Excerpts from the court record:
United States District Court For the District of Columbia
Rich Shelley, et al., vs. American Postal Workers Union
Three union members, who are appearing as pro se plaintiffs in this case, have significant concerns with a tentative collective bargaining agreement (“CBA”) negotiated on their behalf by their union representatives, and seek additional time before the ratification vote in order to communicate those concerns to fellow union members. On April 6, 2011, the plaintiffs Rich Shelley, James Ozanian and Lance Coles, who are members of the American Postal Workers Union (“APWU”), AFL-CIO, filed motions for a temporary restraining order and a preliminary injunction to enjoin the defendant APWU from mailing ballots on April 8, 2011, to its members in connection with the ratification of the new CBA between the APWU and the United States Postal Service (“USPS”). The plaintiffs claim the APWU violated the Labor-Management Reporting and Disclosure Act (“LMRDA”), 29 U.S.C. § 401 et seq, by conducting the ratification vote of the CBA in a way that deprives the plaintiffs of a “meaningful and informed vote.”
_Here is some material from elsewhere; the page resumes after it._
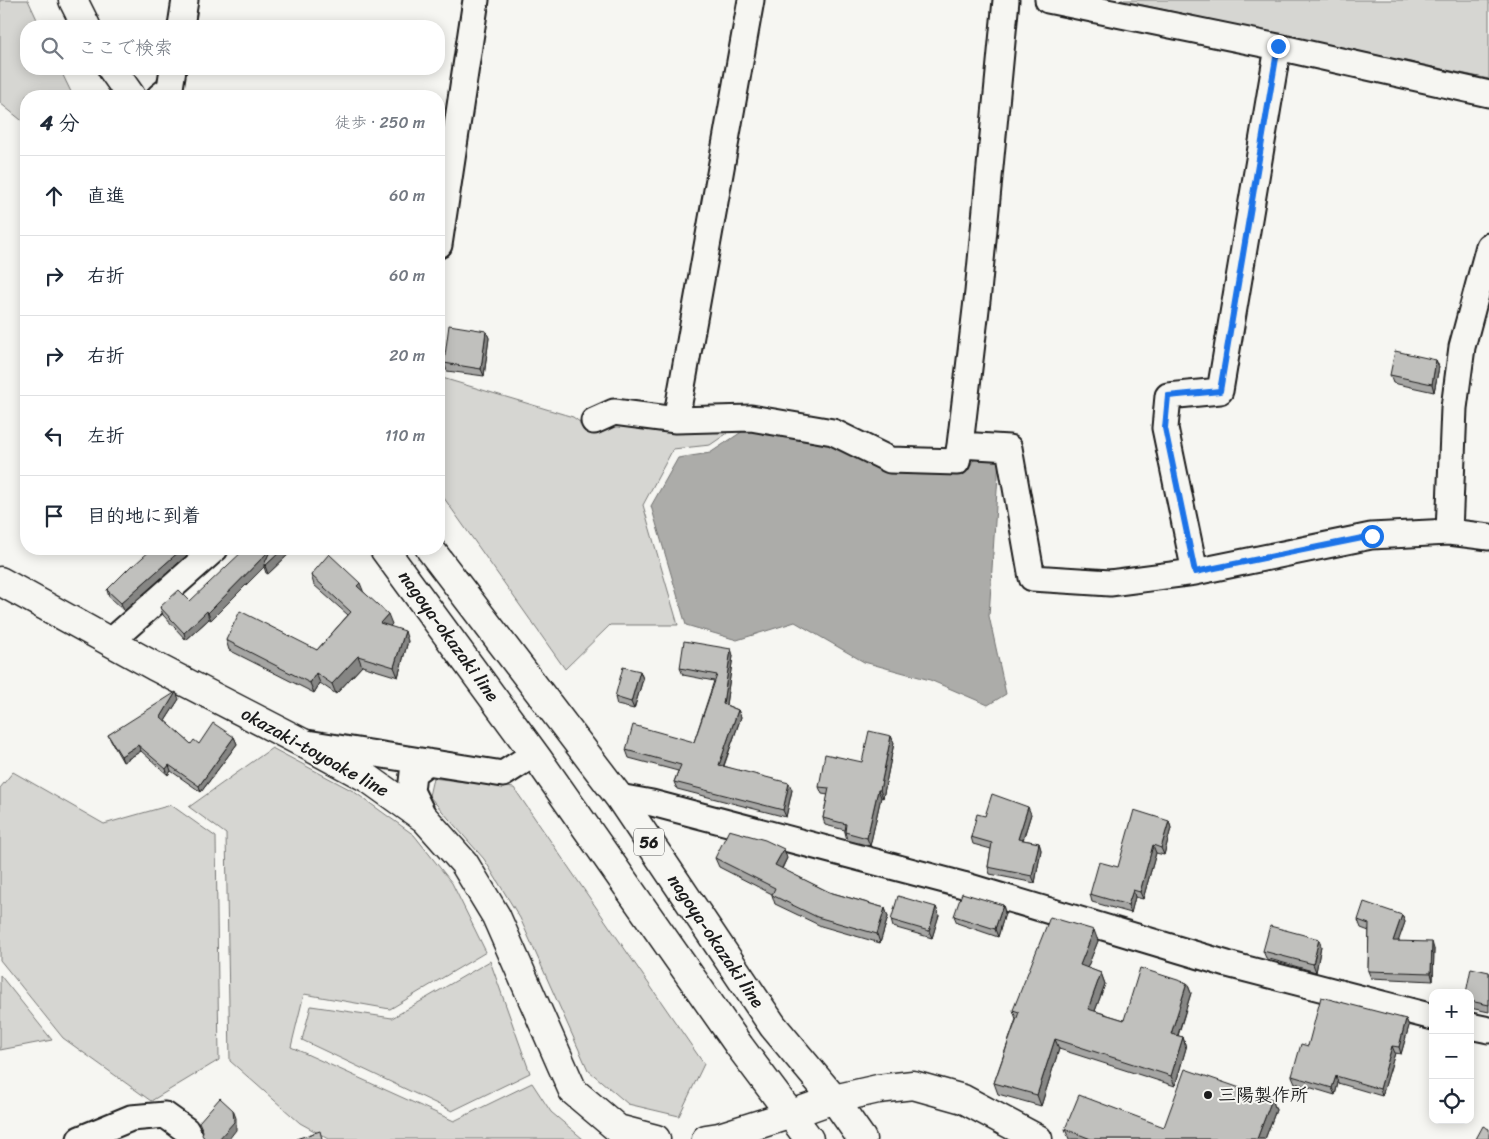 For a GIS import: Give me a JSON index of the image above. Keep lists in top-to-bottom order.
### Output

The plaintiffs complain that, despite these efforts, the APWU did not include many specific provisions of the tentative agreement in its “highlight summary,” did not afford sufficient time for questions and answers at its meetings, and have denied plaintiffs’ requests for additional time before the mailing of ratification ballots “to organize for a ‘no vote.’” . In response to the union’s ratification vote, the plaintiffs formed a Facebook page, and have distributed flyers and emails to members urging them against ratification of the agreement. The plaintiffs now seek a delay of thirty days in the APWU’s mailing of ratification ballots to afford them more time to inform union members regarding the agreement.
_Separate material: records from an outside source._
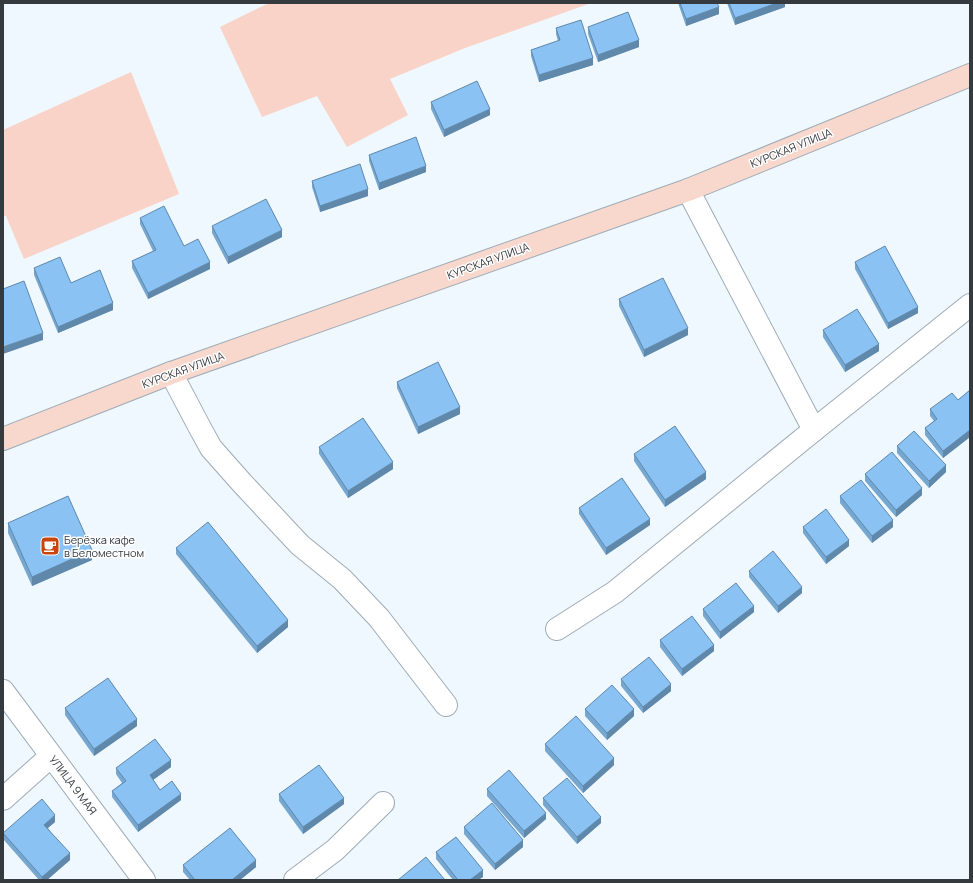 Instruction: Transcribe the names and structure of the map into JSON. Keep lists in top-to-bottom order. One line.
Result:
{"streets":{"street":["КУРСКАЯ УЛИЦА","УЛИЦА 9 МАЯ"]},"places":{"cafe":["Берёзка кафе в Беломестном"]}} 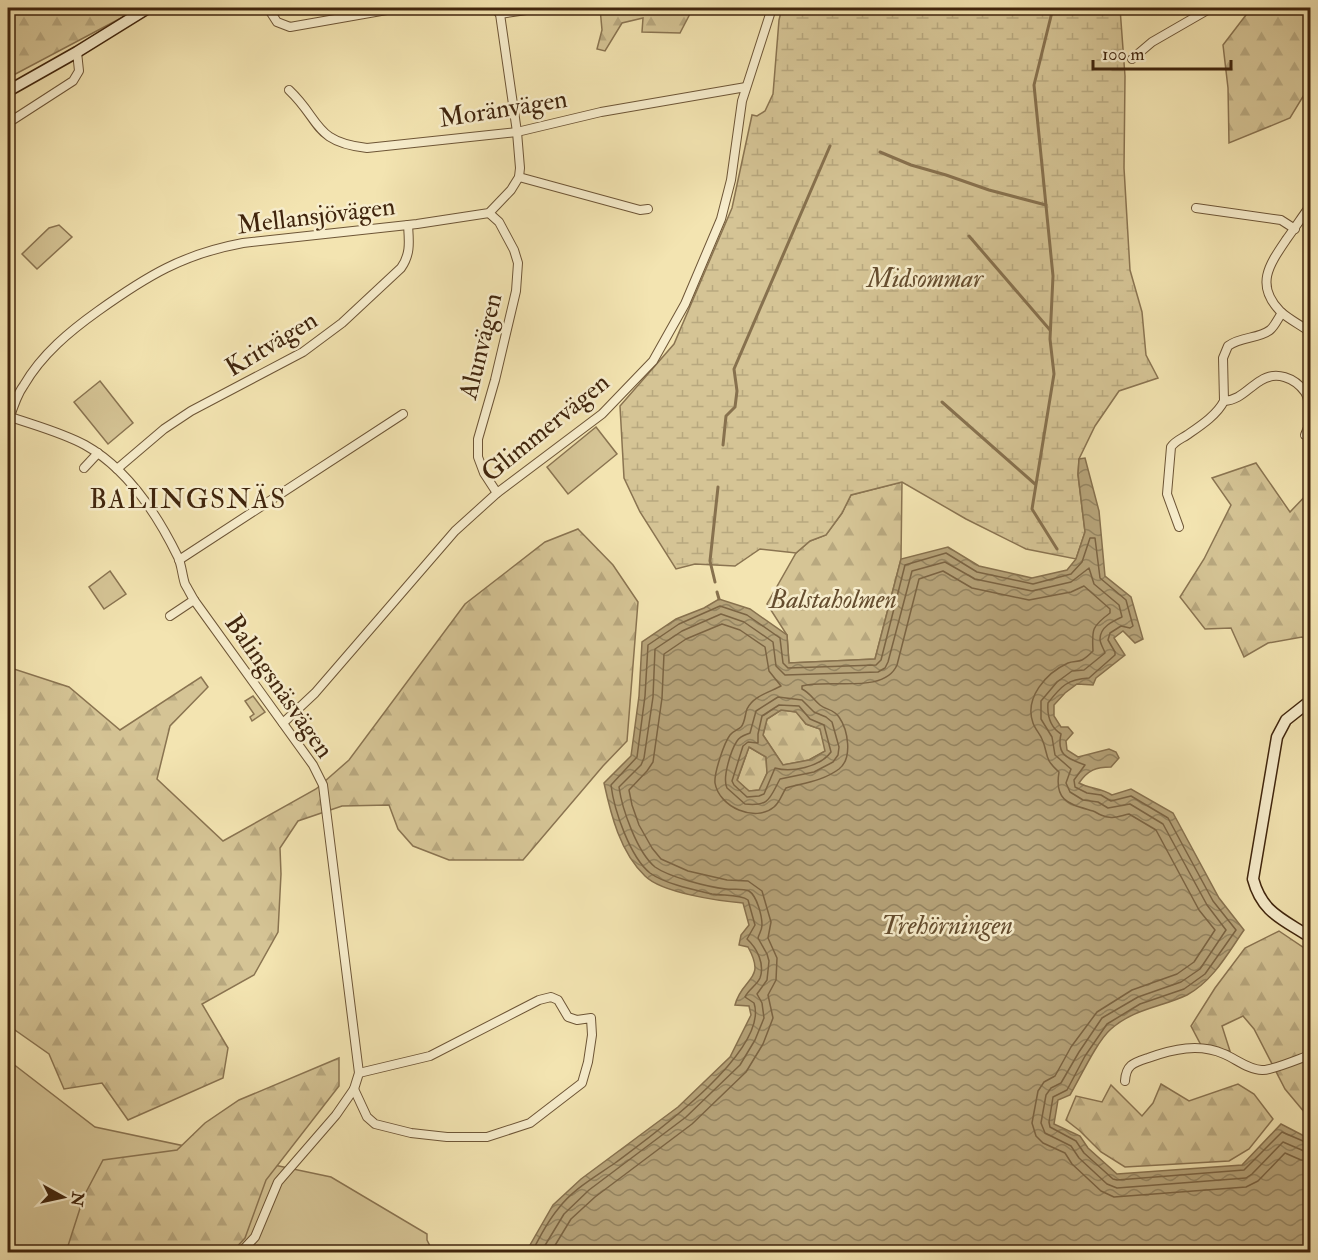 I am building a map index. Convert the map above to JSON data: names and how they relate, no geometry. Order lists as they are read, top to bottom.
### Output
{
  "streets": {
    "street": [
      "Moränvägen",
      "Mellansjövägen",
      "Kritvägen",
      "Alunvägen",
      "Glimmervägen",
      "Balingsnäsvägen"
    ]
  },
  "crossings": [
    ["Moränvägen", "Glimmervägen"],
    ["Mellansjövägen", "Kritvägen"],
    ["Mellansjövägen", "Alunvägen"],
    ["Mellansjövägen", "Balingsnäsvägen"],
    ["Kritvägen", "Balingsnäsvägen"],
    ["Alunvägen", "Glimmervägen"],
    ["Glimmervägen", "Balingsnäsvägen"]
  ],
  "districts": ["BALINGSNÄS"],
  "water": ["Trehörningen"],
  "parks": ["Midsommar", "Balstaholmen"],
  "scale_bar": "100 m",
  "north": "right"
}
In a Declaration filed by Elizabeth Powell, APWU Secretary-Treasurer:
…the APWU states that the timetable for ratification of the tentative CBA at issue in this case compares favorably to ratification timetables followed in two prior instances, and has given members more, not less, time to consider the terms of the agreement. Specifically, the total number of days from announcement of the tentative agreement to the mailing of ratification ballots was 20 days and 12 days in 2005 and 2006, respectively, compared to 25 days for the instant agreement; and the total number of days from announcement of the tentative agreement to ballot receipt due date was 38 days and 34 days in 2005 and 2006, respectively, compared to 57 days for the instant agreement.
…APWU points out the “potential for very substantial irrecoverable monetary loss to the Postal Service from a delay in ratification,” noting that the “Postmaster General testified that the Postal Service will save $3.8 billion over the 4.5 year period of the tentative agreement. That is an average of $65 million per month.”
The plaintiffs have failed to demonstrate that judicial intervention is appropriate in this case, or that they are entitled to the extraordinary relief of a temporary restraining order and a preliminary injunction.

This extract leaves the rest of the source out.